__Your task__
From the first line to the last, give the data again exactly.

Collected data:

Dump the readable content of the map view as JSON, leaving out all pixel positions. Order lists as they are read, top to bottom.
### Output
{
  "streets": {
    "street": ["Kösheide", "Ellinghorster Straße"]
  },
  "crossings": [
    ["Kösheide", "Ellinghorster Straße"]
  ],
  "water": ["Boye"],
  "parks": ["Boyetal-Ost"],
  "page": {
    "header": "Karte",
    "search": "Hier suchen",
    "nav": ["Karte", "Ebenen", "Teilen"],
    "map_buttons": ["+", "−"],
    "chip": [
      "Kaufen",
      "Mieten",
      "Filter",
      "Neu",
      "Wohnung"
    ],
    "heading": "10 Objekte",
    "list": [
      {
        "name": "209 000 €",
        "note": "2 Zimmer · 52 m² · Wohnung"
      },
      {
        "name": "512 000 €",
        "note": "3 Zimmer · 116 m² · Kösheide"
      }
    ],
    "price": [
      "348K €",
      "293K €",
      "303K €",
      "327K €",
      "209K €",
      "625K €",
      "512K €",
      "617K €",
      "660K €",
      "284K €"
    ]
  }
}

__Task answer__
Dump the readable content of the map view as JSON, leaving out all pixel positions. Order lists as they are read, top to bottom.
### Output
{
  "streets": {
    "street": ["Kösheide", "Ellinghorster Straße"]
  },
  "crossings": [
    ["Kösheide", "Ellinghorster Straße"]
  ],
  "water": ["Boye"],
  "parks": ["Boyetal-Ost"],
  "page": {
    "header": "Karte",
    "search": "Hier suchen",
    "nav": ["Karte", "Ebenen", "Teilen"],
    "map_buttons": ["+", "−"],
    "chip": [
      "Kaufen",
      "Mieten",
      "Filter",
      "Neu",
      "Wohnung"
    ],
    "heading": "10 Objekte",
    "list": [
      {
        "name": "209 000 €",
        "note": "2 Zimmer · 52 m² · Wohnung"
      },
      {
        "name": "512 000 €",
        "note": "3 Zimmer · 116 m² · Kösheide"
      }
    ],
    "price": [
      "348K €",
      "293K €",
      "303K €",
      "327K €",
      "209K €",
      "625K €",
      "512K €",
      "617K €",
      "660K €",
      "284K €"
    ]
  }
}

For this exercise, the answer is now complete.